Corruption scandal in the European Parliament: two MEPs arrested

by time news

He had said he had been ready for two months to respond to justice: the Belgian MEP Marc Tarabella was placed in custody on Friday in the investigation into suspicions of corruption within the European Parliament involving Qatar and Morocco. In Italy, MEP Andrea Cozzolino was also arrested as he was leaving a clinic where he was undergoing tests.

The 59-year-old elected socialist Marc Tarabella, deprived of his parliamentary immunity on February 2, was arrested early Friday at his home in the Liège region. He was brought to Brussels to be heard in the premises of the federal judicial police. “The investigating judge will decide on a possible appearance in the next few hours,” said the federal prosecutor’s office.

Alongside this, several offices of the town hall of Anthisnes – where Marc Tarabella is mayor – were searched, added the prosecution. Another search targeted “a bank vault located in Liège” belonging to him.

His home already searched

The name of Marc Tarabella, an elected football enthusiast who has spoken a lot in the European Parliament on the subject of the organization of the 2022 World Cup by Qatar, appeared very early when this scandal broke out on December 9. The next day, December 10, his home in Anthisnes had been searched, in the presence of the President of the European Parliament Roberta Metsola, as required by law for a Belgian MEP.

But no cash had been discovered, and he had not been arrested, unlike Greek MEP Eva Kaili, caught in “flagrante delicto” the day before in Brussels, and therefore deprived of the benefit of immunity.
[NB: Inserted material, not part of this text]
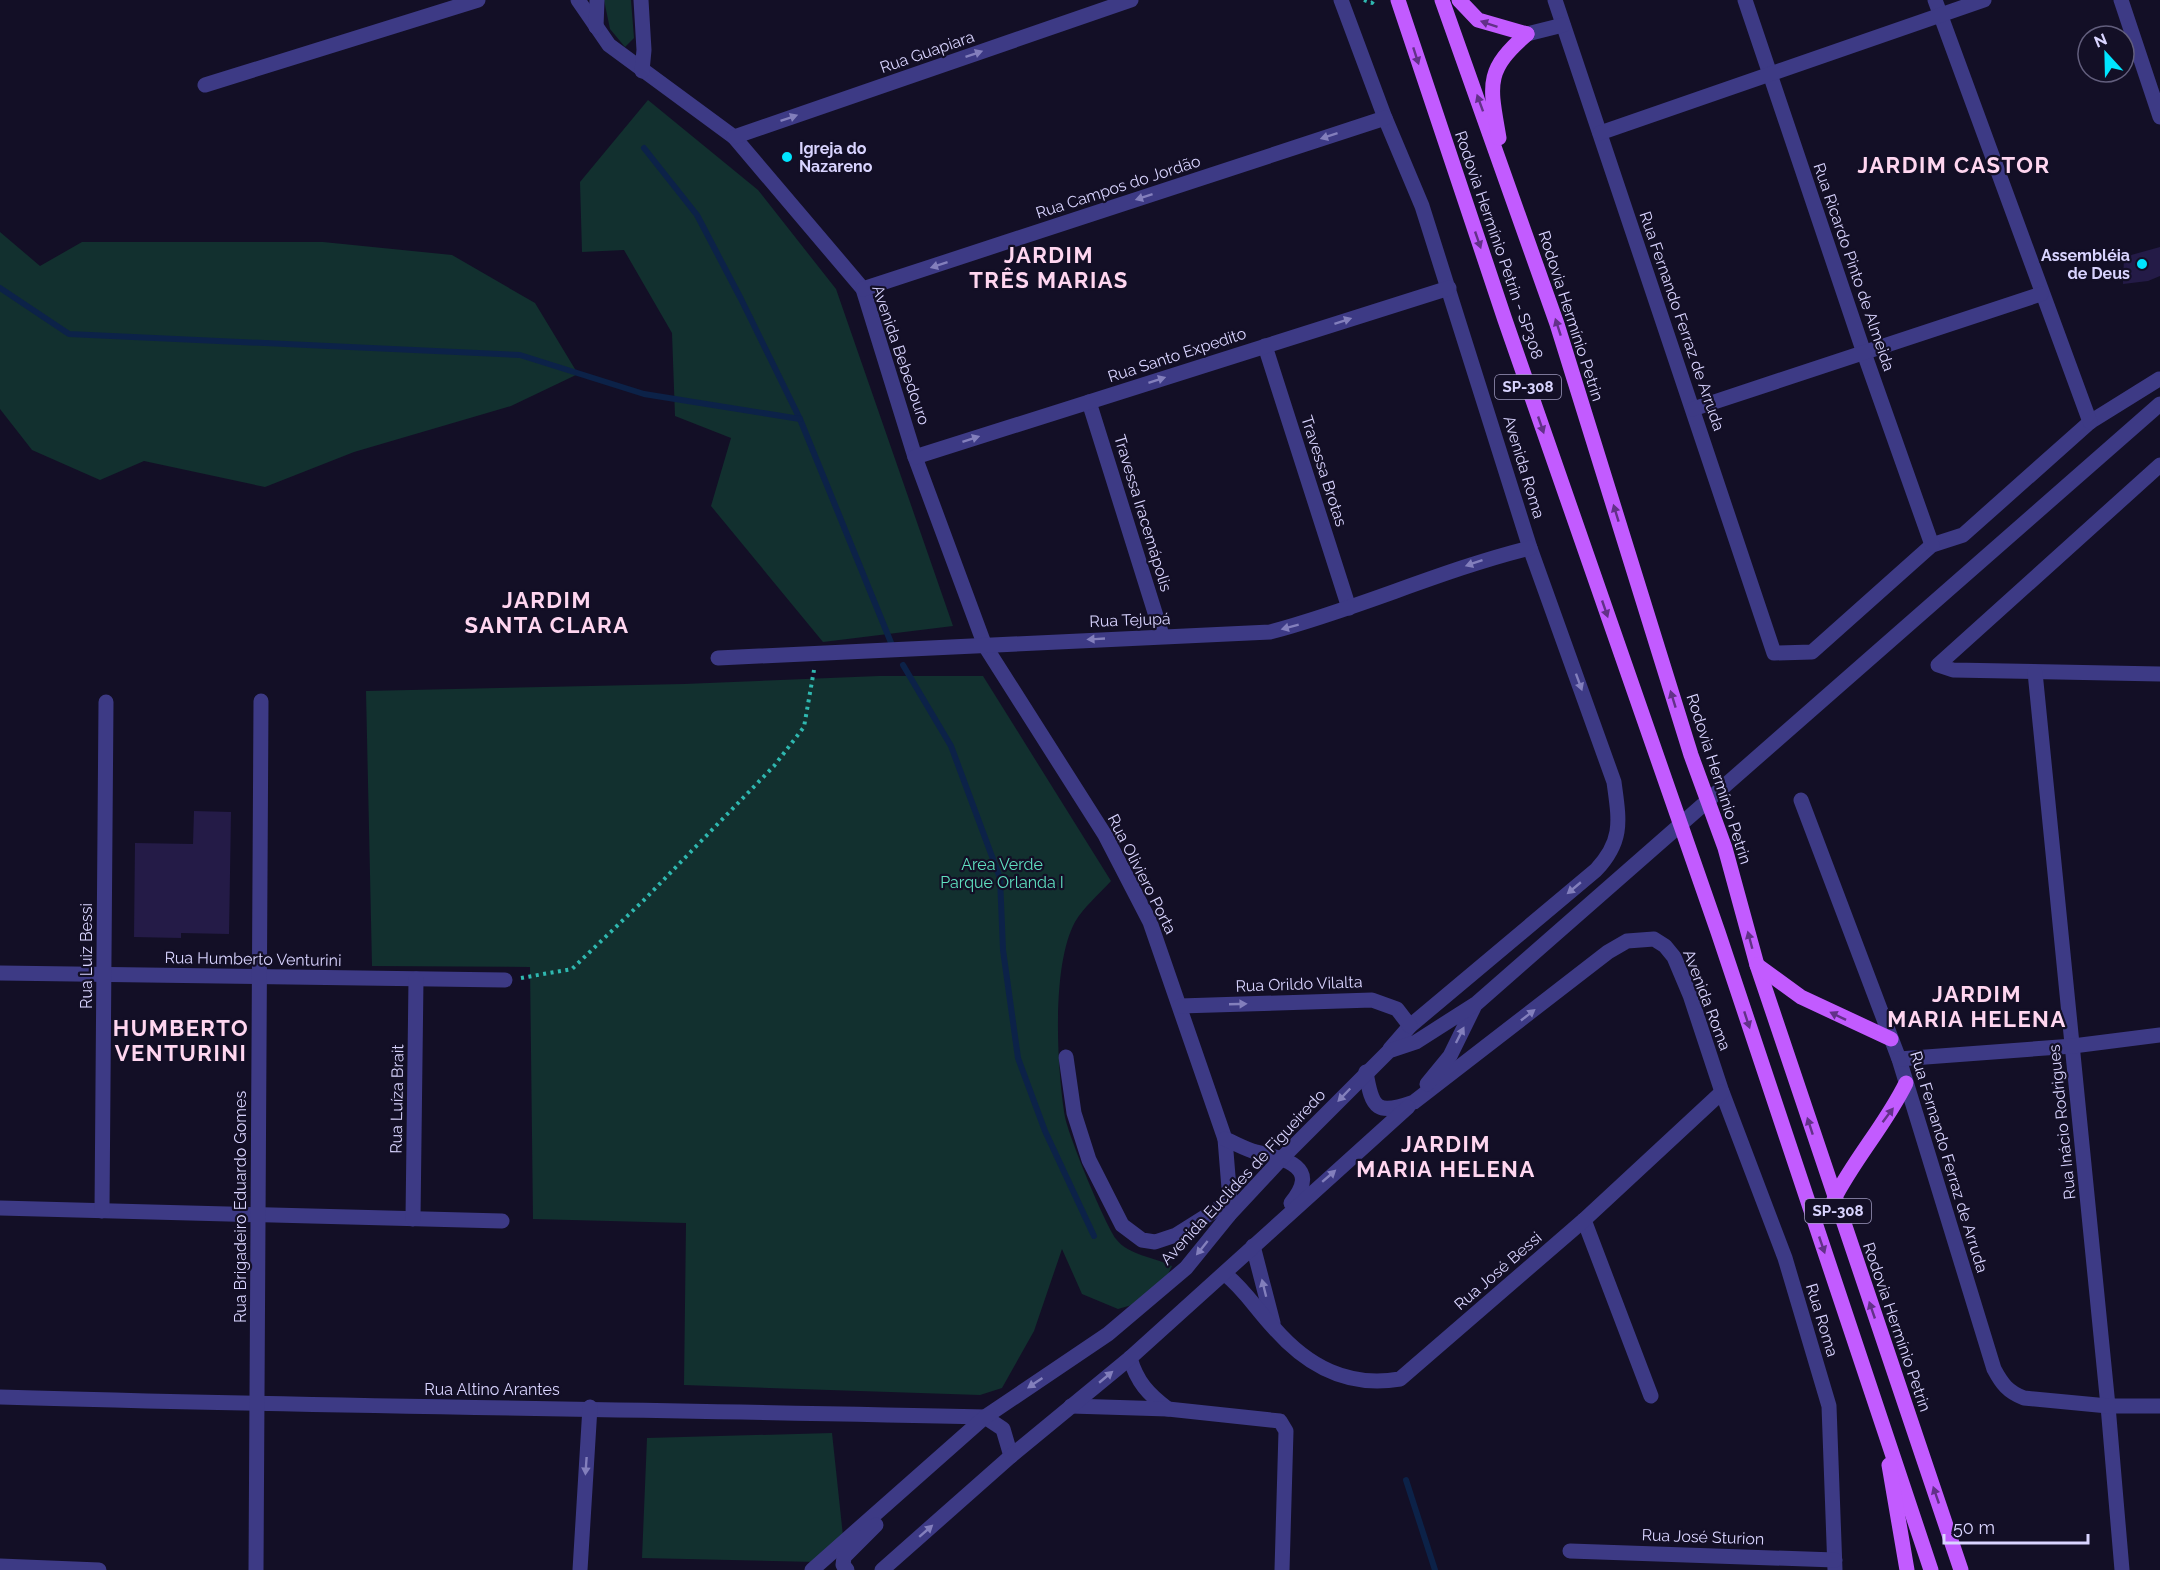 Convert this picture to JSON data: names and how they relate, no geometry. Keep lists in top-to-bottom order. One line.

Eva Kaili, stripped of her post as Vice-President of Parliament in December, is one of the three people currently imprisoned in this case, with her companion, parliamentary assistant Francesco Giorgi, and former MEP Pier Antonio Panzeri, also Italian.

A position that questions

Antonio Panzeri, key suspect in the case, now “repentant” since he admitted to having orchestrated this interference by several foreign powers in European politics, implicated Marc Tarabella before the investigators. According to the Belgian press, the Italian claimed in December to have paid “between 120,000 and 140,000 euros” in several installments to the Belgian elected official, for his help in matters related to Qatar.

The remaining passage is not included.